[[ Data to use, beginning ]]
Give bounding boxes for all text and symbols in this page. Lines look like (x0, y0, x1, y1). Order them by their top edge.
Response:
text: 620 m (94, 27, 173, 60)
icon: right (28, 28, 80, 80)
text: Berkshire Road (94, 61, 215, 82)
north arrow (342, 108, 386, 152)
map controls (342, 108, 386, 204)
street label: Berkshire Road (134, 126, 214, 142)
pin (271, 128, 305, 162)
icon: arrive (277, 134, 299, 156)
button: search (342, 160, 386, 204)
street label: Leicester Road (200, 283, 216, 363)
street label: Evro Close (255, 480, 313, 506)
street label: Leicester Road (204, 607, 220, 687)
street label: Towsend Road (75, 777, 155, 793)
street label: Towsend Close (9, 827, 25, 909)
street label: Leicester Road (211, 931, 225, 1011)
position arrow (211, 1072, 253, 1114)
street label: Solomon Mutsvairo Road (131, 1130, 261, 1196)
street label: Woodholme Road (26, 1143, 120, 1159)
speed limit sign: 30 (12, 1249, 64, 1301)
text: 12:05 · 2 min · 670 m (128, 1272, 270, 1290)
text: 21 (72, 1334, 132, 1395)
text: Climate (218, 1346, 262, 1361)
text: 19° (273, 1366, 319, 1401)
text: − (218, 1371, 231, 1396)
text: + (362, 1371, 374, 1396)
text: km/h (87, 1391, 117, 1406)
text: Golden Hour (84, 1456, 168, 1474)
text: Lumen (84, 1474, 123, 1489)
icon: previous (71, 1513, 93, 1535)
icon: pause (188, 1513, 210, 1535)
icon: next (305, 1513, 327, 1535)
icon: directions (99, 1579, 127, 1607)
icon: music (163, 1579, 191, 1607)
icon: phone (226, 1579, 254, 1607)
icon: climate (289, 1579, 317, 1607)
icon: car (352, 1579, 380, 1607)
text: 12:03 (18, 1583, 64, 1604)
[[ Data to use, end ]]
» **Exercise**: Your task is to set down all of the entries exactly as they appear.

» **Written reply**:
Give bounding boxes for all text and symbols in this page. Lines look like (x0, y0, x1, y1). Order them by their top edge.
Response:
text: 620 m (94, 27, 173, 60)
icon: right (28, 28, 80, 80)
text: Berkshire Road (94, 61, 215, 82)
north arrow (342, 108, 386, 152)
map controls (342, 108, 386, 204)
street label: Berkshire Road (134, 126, 214, 142)
pin (271, 128, 305, 162)
icon: arrive (277, 134, 299, 156)
button: search (342, 160, 386, 204)
street label: Leicester Road (200, 283, 216, 363)
street label: Evro Close (255, 480, 313, 506)
street label: Leicester Road (204, 607, 220, 687)
street label: Towsend Road (75, 777, 155, 793)
street label: Towsend Close (9, 827, 25, 909)
street label: Leicester Road (211, 931, 225, 1011)
position arrow (211, 1072, 253, 1114)
street label: Solomon Mutsvairo Road (131, 1130, 261, 1196)
street label: Woodholme Road (26, 1143, 120, 1159)
speed limit sign: 30 (12, 1249, 64, 1301)
text: 12:05 · 2 min · 670 m (128, 1272, 270, 1290)
text: 21 (72, 1334, 132, 1395)
text: Climate (218, 1346, 262, 1361)
text: 19° (273, 1366, 319, 1401)
text: − (218, 1371, 231, 1396)
text: + (362, 1371, 374, 1396)
text: km/h (87, 1391, 117, 1406)
text: Golden Hour (84, 1456, 168, 1474)
text: Lumen (84, 1474, 123, 1489)
icon: previous (71, 1513, 93, 1535)
icon: pause (188, 1513, 210, 1535)
icon: next (305, 1513, 327, 1535)
icon: directions (99, 1579, 127, 1607)
icon: music (163, 1579, 191, 1607)
icon: phone (226, 1579, 254, 1607)
icon: climate (289, 1579, 317, 1607)
icon: car (352, 1579, 380, 1607)
text: 12:03 (18, 1583, 64, 1604)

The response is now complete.